Your assignment: Pictures must be dropped from the copy of the entries below; all else is returned exactly.

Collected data
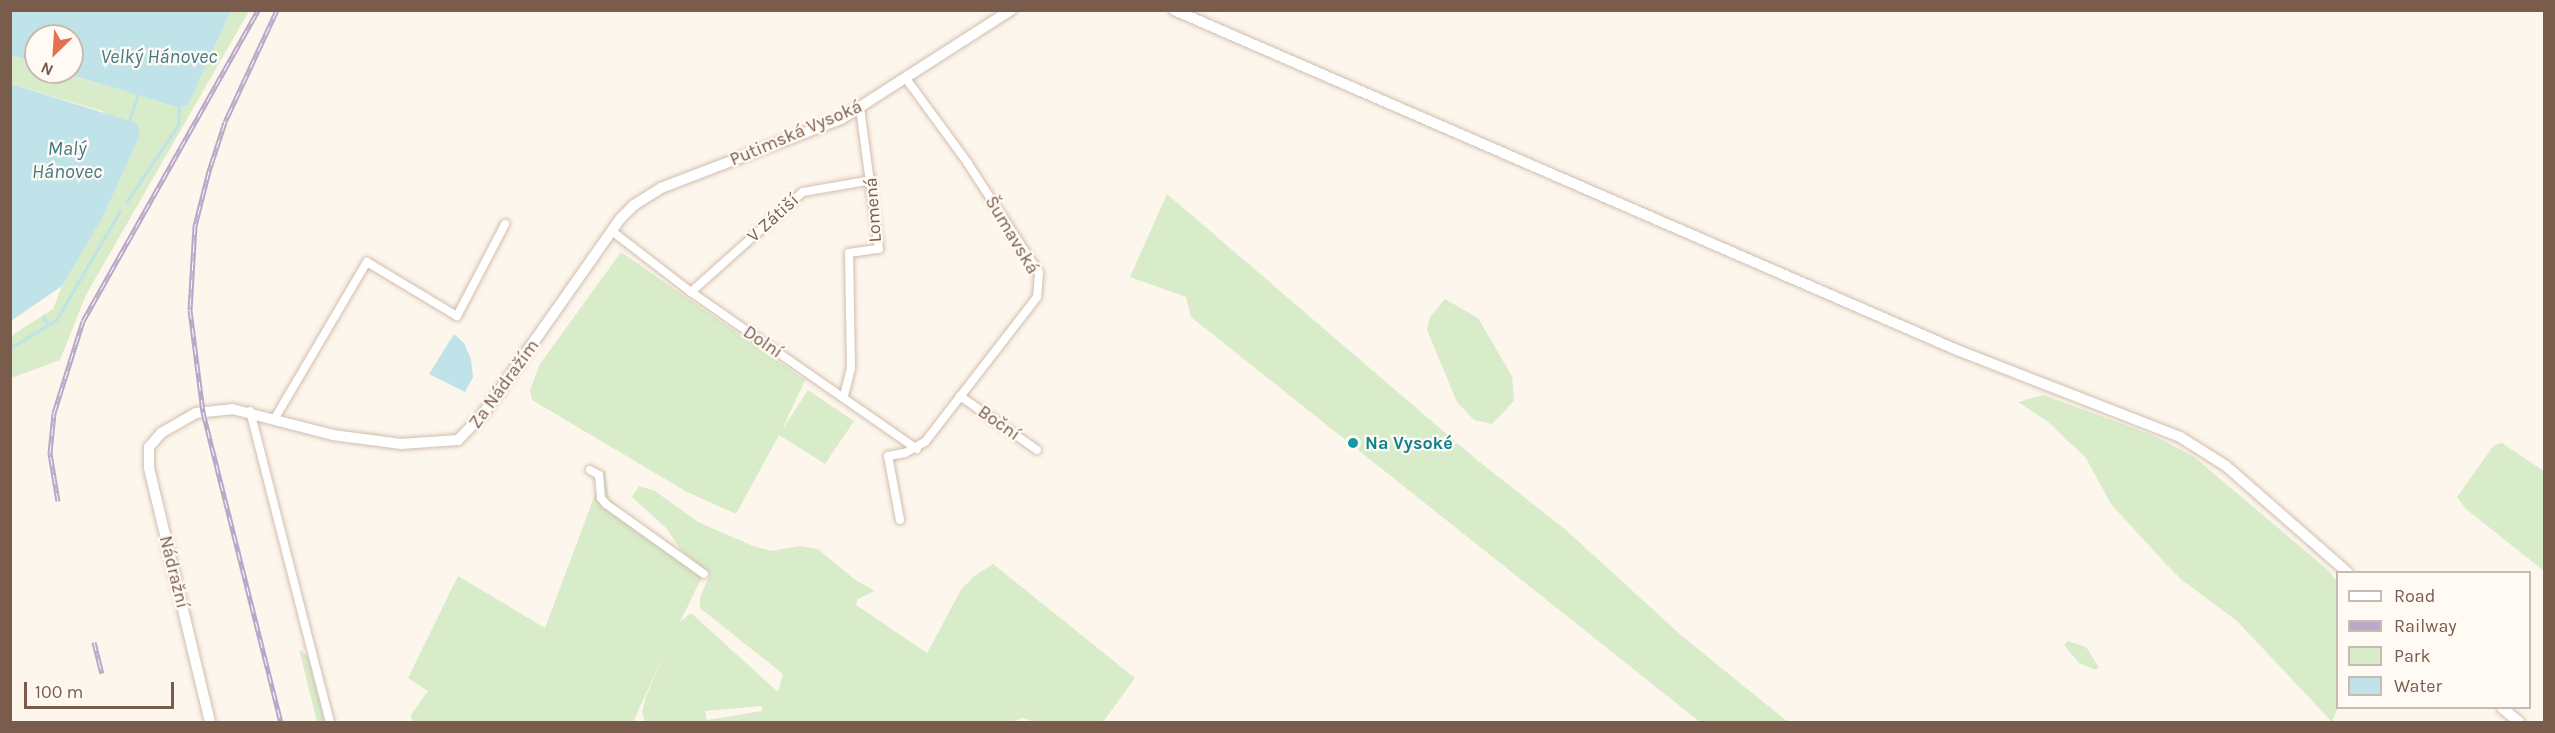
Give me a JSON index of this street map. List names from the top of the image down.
{
  "streets": {
    "main road": ["Putimská Vysoká", "Za Nádražím", "Nádražní"],
    "street": [
      "Lomená",
      "V Zátiší",
      "Šumavská",
      "Dolní",
      "Boční"
    ]
  },
  "crossings": [
    ["Putimská Vysoká", "Lomená"],
    ["Putimská Vysoká", "Šumavská"],
    ["Putimská Vysoká", "Dolní"],
    ["Putimská Vysoká", "Za Nádražím"],
    ["Lomená", "V Zátiší"],
    ["Lomená", "Dolní"],
    ["V Zátiší", "Dolní"],
    ["Šumavská", "Dolní"],
    ["Šumavská", "Boční"],
    ["Dolní", "Za Nádražím"],
    ["Za Nádražím", "Nádražní"]
  ],
  "water": ["Velký Hánovec", "Malý Hánovec"],
  "places": ["Na Vysoké"],
  "legend": [
    "Road",
    "Railway",
    "Park",
    "Water"
  ],
  "scale_bar": "100 m",
  "north": "bottom left"
}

Output of the exercise:
Give me a JSON index of this street map. List names from the top of the image down.
{
  "streets": {
    "main road": ["Putimská Vysoká", "Za Nádražím", "Nádražní"],
    "street": [
      "Lomená",
      "V Zátiší",
      "Šumavská",
      "Dolní",
      "Boční"
    ]
  },
  "crossings": [
    ["Putimská Vysoká", "Lomená"],
    ["Putimská Vysoká", "Šumavská"],
    ["Putimská Vysoká", "Dolní"],
    ["Putimská Vysoká", "Za Nádražím"],
    ["Lomená", "V Zátiší"],
    ["Lomená", "Dolní"],
    ["V Zátiší", "Dolní"],
    ["Šumavská", "Dolní"],
    ["Šumavská", "Boční"],
    ["Dolní", "Za Nádražím"],
    ["Za Nádražím", "Nádražní"]
  ],
  "water": ["Velký Hánovec", "Malý Hánovec"],
  "places": ["Na Vysoké"],
  "legend": [
    "Road",
    "Railway",
    "Park",
    "Water"
  ],
  "scale_bar": "100 m",
  "north": "bottom left"
}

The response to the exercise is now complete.